# [Given data]
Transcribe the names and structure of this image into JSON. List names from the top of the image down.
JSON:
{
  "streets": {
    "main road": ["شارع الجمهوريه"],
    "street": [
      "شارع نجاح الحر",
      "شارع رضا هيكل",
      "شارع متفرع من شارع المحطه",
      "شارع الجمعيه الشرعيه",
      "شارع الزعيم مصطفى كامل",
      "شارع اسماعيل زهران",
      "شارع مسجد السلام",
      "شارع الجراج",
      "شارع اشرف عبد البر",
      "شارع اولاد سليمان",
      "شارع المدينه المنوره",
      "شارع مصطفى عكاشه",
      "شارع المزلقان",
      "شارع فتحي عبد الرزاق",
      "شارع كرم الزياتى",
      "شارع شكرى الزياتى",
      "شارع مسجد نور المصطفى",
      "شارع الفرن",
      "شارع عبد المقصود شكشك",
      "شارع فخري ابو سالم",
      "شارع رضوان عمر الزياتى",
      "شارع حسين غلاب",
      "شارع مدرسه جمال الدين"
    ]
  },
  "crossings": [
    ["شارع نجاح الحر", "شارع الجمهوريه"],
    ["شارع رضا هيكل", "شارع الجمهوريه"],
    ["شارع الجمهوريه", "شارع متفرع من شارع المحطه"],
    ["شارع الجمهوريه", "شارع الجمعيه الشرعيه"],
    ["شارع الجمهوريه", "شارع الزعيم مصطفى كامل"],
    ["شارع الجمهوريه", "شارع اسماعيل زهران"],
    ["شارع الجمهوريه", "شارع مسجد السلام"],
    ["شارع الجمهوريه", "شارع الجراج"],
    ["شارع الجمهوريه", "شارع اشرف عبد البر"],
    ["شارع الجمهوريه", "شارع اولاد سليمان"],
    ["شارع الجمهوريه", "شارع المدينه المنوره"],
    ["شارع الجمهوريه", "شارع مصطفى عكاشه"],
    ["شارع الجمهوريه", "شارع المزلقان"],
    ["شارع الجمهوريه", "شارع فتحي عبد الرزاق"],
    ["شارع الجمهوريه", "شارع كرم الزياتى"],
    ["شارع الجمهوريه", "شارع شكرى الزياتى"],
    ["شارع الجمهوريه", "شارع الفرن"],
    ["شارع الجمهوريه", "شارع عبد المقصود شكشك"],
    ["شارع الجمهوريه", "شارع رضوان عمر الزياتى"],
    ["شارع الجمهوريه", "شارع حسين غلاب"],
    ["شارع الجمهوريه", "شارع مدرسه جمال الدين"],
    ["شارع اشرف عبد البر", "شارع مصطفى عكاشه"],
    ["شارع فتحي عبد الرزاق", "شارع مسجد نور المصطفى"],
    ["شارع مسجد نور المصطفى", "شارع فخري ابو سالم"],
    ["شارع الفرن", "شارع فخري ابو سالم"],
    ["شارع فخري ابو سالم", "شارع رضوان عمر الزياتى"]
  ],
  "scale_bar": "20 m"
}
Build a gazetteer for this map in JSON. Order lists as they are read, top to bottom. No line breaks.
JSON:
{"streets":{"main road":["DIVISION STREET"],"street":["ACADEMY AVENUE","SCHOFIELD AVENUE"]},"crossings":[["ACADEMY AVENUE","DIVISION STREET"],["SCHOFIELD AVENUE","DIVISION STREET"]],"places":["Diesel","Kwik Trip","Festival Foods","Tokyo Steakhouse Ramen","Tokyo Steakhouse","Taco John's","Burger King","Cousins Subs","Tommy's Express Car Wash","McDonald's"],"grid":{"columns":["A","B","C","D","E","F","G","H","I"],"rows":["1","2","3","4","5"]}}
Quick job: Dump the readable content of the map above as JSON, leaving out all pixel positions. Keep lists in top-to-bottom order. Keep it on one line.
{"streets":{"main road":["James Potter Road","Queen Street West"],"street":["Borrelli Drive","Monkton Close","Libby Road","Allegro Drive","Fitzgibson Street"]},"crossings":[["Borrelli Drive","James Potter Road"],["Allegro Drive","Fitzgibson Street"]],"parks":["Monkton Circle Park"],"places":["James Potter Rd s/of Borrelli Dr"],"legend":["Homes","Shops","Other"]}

# [Exercise instructions]
Search the records for lines holding the word "الجراج", then copy each line you find.

# [Problem solution]
      "شارع الجراج",
    ["شارع الجمهوريه", "شارع الجراج"],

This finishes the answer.